● **WHAT TO DO**
Scan the records for the word "right". Copy each line that includes it.

==*==

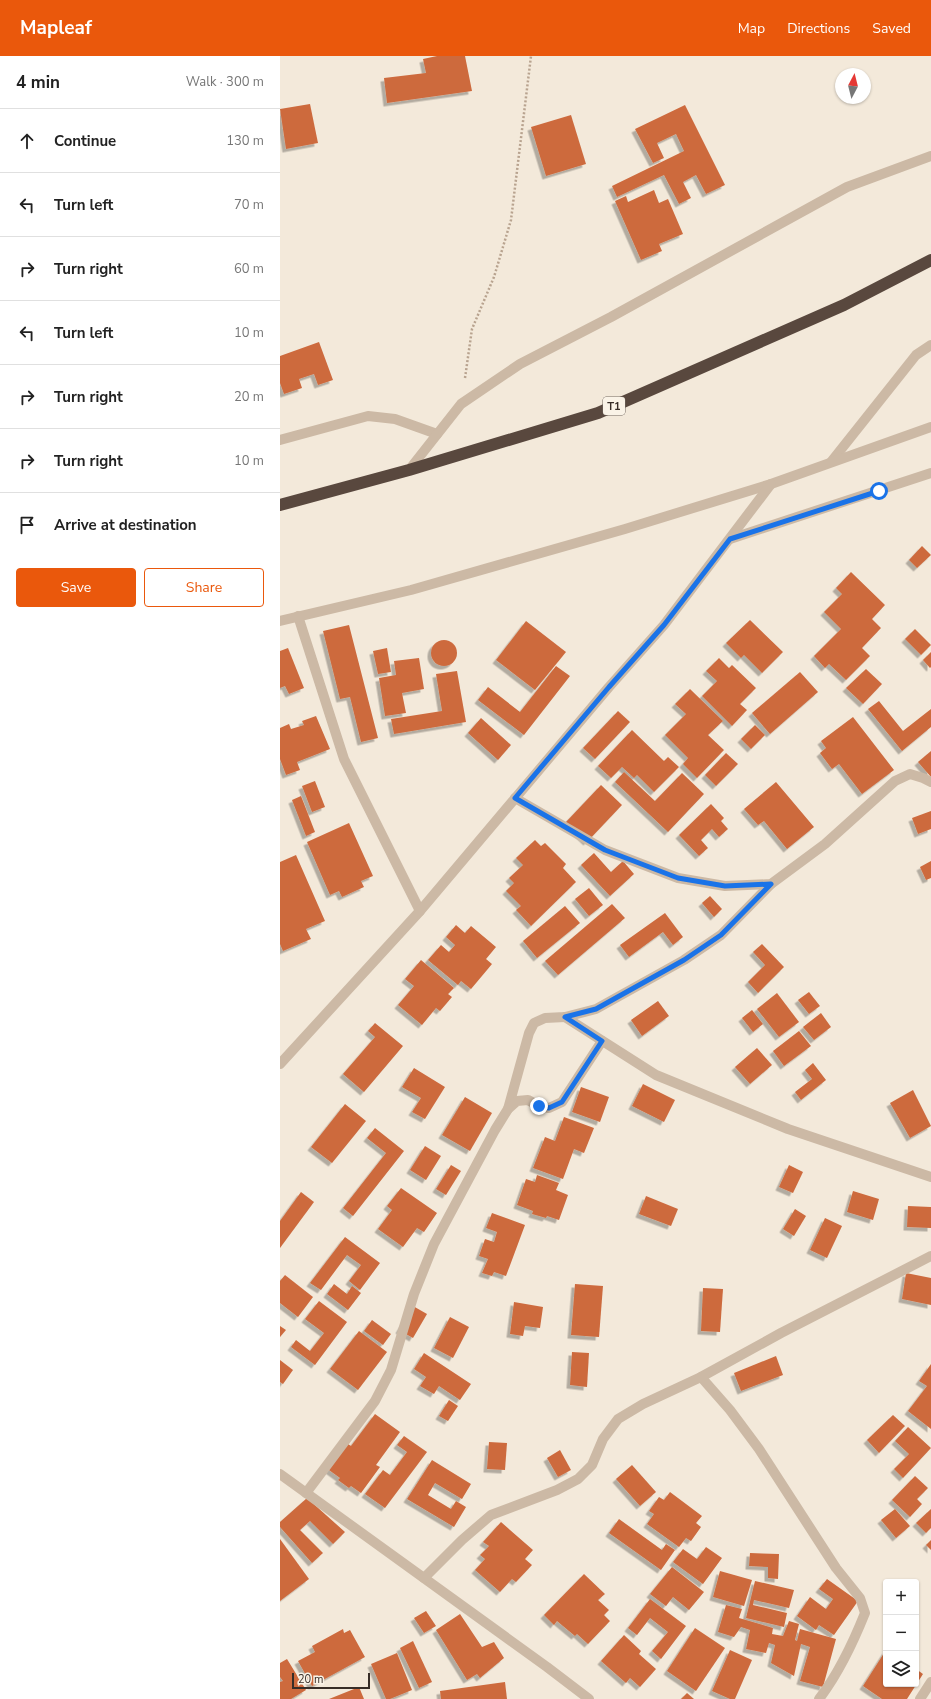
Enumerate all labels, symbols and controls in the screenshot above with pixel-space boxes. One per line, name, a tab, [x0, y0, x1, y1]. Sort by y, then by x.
text: Mapleaf	[20, 15, 92, 41]
text: Map	[738, 19, 765, 38]
text: Directions	[787, 19, 850, 38]
text: Saved	[872, 19, 911, 38]
north arrow	[835, 68, 871, 104]
text: 4 min	[16, 71, 60, 94]
text: Walk · 300 m	[186, 73, 264, 91]
icon: ahead	[16, 130, 38, 152]
text: Continue	[54, 131, 116, 151]
text: 130 m	[226, 132, 264, 150]
icon: left	[16, 194, 38, 216]
text: Turn left	[54, 195, 113, 215]
text: 70 m	[234, 196, 264, 214]
icon: right	[16, 258, 38, 280]
text: Turn right	[54, 259, 123, 279]
text: 60 m	[234, 260, 264, 278]
icon: left	[16, 322, 38, 344]
text: Turn left	[54, 323, 113, 343]
text: 10 m	[234, 324, 264, 342]
icon: right	[16, 386, 38, 408]
text: Turn right	[54, 387, 123, 407]
text: 20 m	[234, 388, 264, 406]
road number: T1	[603, 397, 625, 415]
icon: right	[16, 450, 38, 472]
text: Turn right	[54, 451, 123, 471]
text: 10 m	[234, 452, 264, 470]
route start	[870, 482, 888, 500]
icon: arrive	[16, 514, 38, 536]
text: Arrive at destination	[54, 515, 197, 535]
button: Save	[16, 568, 136, 607]
button: Share	[144, 568, 264, 607]
route end	[530, 1097, 548, 1115]
map controls	[883, 1579, 919, 1687]
button: +	[883, 1579, 919, 1615]
button: −	[883, 1615, 919, 1651]
button: layers	[883, 1651, 919, 1687]
scale bar	[292, 1671, 370, 1690]
text: 20 m	[298, 1672, 323, 1687]

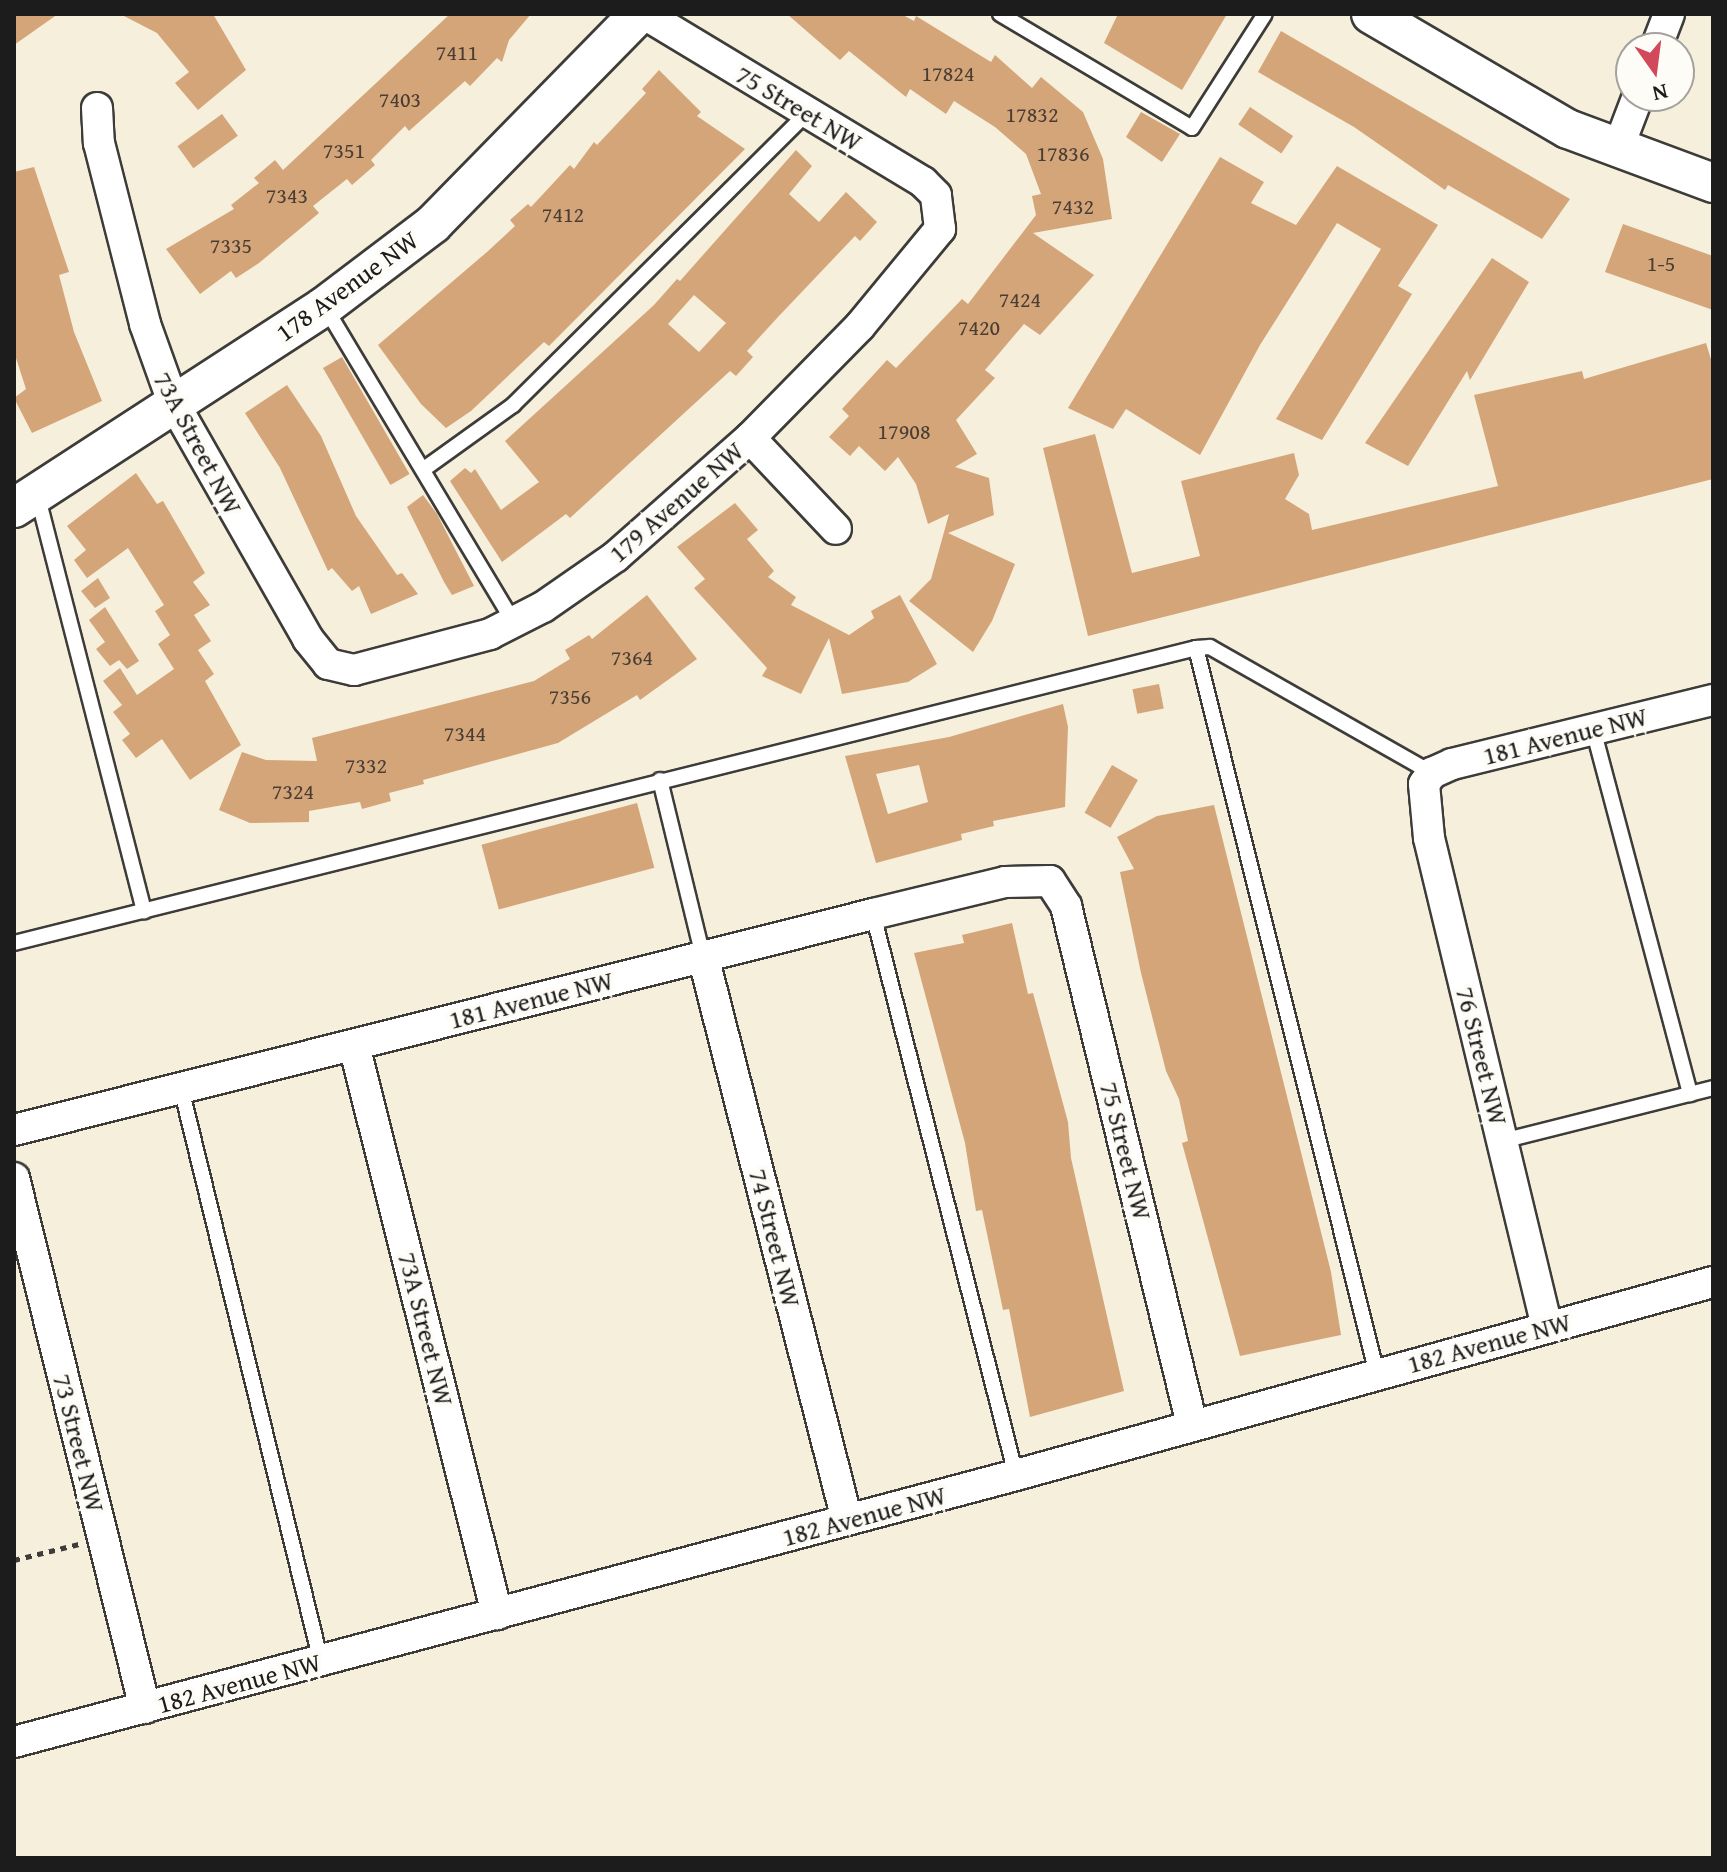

==*==

● **ANSWER FOR THIS EXERCISE**
icon: right	[16, 258, 38, 280]
text: Turn right	[54, 259, 123, 279]
icon: right	[16, 386, 38, 408]
text: Turn right	[54, 387, 123, 407]
icon: right	[16, 450, 38, 472]
text: Turn right	[54, 451, 123, 471]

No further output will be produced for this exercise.